◆ Action item ◆
Reproduce, exactly and in full, only the lines below from the one containing "font-size:19px; color:#2f1012; font-weight:700" through the one containing "position:absolute; left:28px; top:1941px;".

Saved data entries:
※

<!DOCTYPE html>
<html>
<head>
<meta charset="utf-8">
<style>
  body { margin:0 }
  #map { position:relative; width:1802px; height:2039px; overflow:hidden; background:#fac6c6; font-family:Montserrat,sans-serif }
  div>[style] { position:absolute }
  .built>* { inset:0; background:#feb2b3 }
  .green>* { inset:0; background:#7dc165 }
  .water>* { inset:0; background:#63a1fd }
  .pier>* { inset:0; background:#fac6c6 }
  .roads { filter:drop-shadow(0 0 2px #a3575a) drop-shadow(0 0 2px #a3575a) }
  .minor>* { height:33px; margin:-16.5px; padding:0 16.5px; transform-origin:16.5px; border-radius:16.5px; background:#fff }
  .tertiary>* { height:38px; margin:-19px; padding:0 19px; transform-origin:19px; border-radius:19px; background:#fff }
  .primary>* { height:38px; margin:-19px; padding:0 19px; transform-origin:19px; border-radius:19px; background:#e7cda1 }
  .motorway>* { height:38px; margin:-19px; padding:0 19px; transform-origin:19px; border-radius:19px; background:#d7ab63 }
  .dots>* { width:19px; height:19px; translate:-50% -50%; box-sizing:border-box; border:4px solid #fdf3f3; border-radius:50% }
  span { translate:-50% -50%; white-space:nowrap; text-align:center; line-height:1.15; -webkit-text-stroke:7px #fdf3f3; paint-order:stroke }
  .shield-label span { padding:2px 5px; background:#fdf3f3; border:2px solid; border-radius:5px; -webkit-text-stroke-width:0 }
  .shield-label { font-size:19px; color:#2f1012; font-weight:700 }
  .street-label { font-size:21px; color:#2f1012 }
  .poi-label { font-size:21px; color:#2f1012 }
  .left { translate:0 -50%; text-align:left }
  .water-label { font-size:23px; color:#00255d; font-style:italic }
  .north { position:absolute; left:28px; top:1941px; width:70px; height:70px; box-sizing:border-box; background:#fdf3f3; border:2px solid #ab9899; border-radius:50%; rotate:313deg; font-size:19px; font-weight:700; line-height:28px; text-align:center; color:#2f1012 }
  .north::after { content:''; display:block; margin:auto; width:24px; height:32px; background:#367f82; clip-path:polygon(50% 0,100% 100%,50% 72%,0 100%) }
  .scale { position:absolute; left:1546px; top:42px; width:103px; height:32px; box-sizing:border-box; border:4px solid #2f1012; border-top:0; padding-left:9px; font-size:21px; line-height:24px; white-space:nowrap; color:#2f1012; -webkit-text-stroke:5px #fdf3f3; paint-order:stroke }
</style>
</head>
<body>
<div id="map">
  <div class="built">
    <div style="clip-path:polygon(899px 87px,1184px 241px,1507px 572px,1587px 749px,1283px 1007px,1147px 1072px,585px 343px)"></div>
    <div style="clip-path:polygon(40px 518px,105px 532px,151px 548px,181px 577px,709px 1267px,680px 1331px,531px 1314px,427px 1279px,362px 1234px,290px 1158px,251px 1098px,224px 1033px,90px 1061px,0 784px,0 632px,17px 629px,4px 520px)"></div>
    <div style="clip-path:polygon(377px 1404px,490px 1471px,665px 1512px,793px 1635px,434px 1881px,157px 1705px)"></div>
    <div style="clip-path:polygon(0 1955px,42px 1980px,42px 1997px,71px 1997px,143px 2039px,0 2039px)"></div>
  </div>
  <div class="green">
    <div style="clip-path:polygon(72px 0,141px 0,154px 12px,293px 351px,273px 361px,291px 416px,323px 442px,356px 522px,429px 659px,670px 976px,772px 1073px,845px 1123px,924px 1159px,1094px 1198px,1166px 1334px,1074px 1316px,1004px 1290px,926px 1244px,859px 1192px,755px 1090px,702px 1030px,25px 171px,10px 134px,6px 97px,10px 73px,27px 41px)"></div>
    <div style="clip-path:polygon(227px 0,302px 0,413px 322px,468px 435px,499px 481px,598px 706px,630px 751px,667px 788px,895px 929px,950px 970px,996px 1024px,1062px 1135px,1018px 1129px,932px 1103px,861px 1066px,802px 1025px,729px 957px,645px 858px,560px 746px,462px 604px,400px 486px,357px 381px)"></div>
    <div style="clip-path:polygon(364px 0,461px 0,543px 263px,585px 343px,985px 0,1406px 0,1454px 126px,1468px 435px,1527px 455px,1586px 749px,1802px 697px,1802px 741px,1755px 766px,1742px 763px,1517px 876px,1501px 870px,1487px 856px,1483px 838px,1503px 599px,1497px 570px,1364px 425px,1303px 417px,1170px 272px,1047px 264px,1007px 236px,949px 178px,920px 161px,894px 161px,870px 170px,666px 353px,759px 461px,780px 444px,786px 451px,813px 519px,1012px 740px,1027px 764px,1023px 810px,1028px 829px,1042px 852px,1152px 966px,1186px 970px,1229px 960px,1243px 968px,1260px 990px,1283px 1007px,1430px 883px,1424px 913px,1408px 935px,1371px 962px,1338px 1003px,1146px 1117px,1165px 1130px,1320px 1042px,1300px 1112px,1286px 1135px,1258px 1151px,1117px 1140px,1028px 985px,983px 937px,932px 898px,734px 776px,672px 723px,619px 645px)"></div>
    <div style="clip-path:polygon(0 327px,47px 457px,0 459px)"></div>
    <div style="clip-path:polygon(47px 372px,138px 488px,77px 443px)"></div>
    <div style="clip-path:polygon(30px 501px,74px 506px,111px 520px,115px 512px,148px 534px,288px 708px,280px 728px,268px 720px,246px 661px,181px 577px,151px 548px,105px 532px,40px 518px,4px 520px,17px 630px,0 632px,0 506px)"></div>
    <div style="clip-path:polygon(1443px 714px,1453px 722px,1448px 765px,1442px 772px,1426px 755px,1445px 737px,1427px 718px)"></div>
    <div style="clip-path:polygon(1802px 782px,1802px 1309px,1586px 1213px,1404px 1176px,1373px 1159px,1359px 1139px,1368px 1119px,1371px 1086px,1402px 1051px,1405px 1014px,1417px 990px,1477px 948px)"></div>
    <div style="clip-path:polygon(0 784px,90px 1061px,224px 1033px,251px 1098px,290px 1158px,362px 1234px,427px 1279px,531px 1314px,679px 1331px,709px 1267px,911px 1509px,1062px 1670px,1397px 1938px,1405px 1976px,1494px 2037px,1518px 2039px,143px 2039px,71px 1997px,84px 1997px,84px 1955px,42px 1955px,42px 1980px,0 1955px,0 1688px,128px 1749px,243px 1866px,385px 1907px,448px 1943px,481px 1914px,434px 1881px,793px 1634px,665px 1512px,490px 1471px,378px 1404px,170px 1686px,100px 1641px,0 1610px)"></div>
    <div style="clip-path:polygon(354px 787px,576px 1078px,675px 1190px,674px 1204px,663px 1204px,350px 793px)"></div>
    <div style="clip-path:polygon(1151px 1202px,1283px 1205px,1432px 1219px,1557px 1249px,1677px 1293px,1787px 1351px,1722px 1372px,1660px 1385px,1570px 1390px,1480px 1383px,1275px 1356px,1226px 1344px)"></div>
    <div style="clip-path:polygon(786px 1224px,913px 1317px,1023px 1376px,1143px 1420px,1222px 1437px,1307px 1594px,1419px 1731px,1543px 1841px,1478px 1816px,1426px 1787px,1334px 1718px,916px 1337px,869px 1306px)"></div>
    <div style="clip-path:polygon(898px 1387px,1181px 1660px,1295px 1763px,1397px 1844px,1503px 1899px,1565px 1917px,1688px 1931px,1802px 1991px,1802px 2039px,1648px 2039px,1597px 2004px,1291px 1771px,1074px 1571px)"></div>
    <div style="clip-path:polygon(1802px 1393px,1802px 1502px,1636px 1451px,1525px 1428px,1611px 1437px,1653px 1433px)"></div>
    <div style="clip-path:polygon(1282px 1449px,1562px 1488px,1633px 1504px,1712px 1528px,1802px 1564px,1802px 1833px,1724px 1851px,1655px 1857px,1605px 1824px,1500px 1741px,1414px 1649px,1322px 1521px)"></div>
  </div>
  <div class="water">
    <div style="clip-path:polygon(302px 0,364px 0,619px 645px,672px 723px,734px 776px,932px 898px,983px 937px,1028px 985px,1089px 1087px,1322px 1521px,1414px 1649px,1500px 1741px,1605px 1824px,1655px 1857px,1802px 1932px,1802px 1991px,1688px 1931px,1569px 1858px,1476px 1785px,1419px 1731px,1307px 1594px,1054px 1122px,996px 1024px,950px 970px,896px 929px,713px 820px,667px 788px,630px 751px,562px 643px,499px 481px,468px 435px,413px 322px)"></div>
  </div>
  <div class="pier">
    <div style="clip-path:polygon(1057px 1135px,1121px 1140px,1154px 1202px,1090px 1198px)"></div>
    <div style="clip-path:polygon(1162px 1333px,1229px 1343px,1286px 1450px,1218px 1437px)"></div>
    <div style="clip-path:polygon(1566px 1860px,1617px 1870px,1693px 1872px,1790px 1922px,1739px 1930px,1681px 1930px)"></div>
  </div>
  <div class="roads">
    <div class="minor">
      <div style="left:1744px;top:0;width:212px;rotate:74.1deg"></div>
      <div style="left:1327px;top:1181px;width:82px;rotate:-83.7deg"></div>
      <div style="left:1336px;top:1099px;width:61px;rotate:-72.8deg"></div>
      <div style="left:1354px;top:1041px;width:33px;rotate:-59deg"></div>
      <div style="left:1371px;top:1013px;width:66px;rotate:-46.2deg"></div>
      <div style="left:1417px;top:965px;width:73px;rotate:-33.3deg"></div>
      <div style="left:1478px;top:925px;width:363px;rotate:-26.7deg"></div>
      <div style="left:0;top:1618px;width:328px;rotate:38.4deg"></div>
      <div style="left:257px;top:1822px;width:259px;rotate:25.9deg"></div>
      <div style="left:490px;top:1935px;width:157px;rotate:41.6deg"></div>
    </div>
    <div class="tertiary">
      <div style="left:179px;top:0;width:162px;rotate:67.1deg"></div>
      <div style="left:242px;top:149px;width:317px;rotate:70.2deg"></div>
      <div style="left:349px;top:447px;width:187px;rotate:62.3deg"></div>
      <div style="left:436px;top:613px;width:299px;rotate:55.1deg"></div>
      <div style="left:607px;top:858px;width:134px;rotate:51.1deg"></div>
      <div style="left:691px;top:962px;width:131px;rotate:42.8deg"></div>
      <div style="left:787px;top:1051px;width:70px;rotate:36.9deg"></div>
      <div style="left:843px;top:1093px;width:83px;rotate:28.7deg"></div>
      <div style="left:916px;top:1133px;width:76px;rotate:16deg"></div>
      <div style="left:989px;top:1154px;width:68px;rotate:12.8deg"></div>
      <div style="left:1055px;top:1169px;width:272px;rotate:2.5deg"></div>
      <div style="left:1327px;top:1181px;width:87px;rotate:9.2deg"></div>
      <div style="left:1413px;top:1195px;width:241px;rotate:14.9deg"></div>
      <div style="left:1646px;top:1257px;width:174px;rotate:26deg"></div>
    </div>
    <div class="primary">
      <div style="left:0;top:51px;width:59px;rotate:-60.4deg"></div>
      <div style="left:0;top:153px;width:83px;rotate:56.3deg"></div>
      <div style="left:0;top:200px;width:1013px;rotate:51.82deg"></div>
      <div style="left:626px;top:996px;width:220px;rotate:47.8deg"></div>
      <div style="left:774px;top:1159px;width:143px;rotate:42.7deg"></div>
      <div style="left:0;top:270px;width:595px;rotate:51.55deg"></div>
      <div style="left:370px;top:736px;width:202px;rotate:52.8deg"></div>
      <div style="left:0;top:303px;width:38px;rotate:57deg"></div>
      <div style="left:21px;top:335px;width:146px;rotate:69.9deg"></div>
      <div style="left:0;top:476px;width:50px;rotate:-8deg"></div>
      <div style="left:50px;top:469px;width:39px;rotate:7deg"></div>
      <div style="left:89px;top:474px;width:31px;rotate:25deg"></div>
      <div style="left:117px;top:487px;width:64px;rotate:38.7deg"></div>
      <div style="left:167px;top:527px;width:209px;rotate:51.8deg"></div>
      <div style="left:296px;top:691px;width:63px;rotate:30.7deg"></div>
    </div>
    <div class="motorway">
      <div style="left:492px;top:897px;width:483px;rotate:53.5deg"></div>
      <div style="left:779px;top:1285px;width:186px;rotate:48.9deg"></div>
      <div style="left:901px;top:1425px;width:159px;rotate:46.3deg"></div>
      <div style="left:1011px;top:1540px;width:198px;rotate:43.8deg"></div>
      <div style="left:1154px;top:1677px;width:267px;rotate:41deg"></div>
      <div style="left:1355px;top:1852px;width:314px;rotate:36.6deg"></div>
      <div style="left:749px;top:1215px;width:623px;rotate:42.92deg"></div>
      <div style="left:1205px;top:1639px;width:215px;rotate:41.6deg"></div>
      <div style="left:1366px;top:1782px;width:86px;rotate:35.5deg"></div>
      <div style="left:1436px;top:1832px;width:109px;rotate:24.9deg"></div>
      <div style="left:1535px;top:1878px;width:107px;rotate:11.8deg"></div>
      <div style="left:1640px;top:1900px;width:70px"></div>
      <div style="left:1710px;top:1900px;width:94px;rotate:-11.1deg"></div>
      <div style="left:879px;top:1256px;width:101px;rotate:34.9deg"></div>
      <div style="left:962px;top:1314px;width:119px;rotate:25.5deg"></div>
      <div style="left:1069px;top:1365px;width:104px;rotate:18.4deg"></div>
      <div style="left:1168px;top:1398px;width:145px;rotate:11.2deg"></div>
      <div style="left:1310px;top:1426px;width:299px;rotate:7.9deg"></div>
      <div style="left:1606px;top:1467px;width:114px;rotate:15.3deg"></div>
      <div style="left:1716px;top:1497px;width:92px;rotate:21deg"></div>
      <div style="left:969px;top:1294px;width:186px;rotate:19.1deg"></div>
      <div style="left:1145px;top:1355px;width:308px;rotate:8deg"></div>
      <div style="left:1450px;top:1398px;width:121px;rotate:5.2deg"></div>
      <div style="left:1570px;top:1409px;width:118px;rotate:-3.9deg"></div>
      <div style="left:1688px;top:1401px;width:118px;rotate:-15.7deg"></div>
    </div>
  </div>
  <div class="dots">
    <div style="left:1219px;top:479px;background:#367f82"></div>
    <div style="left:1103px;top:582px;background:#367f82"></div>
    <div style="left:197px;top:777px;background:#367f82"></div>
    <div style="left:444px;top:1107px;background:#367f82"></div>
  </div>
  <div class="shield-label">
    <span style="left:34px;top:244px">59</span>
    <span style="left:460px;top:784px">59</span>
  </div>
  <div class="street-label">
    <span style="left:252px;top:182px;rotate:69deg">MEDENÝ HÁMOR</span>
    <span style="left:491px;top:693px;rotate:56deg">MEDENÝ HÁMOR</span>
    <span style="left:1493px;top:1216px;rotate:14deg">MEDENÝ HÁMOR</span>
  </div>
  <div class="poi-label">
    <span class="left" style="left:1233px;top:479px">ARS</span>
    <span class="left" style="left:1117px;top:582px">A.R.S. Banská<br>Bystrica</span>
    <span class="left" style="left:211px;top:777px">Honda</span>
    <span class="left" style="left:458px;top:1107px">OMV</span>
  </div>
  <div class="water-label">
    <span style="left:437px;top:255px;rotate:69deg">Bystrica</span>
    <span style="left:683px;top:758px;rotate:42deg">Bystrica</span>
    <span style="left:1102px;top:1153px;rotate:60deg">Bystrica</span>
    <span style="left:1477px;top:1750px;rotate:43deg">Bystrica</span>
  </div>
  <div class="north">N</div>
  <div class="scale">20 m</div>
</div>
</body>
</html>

※

◆ Solution to this exercise ◆
  .shield-label { font-size:19px; color:#2f1012; font-weight:700 }
  .street-label { font-size:21px; color:#2f1012 }
  .poi-label { font-size:21px; color:#2f1012 }
  .left { translate:0 -50%; text-align:left }
  .water-label { font-size:23px; color:#00255d; font-style:italic }
  .north { position:absolute; left:28px; top:1941px; width:70px; height:70px; box-sizing:border-box; background:#fdf3f3; border:2px solid #ab9899; border-radius:50%; rotate:313deg; font-size:19px; font-weight:700; line-height:28px; text-align:center; color:#2f1012 }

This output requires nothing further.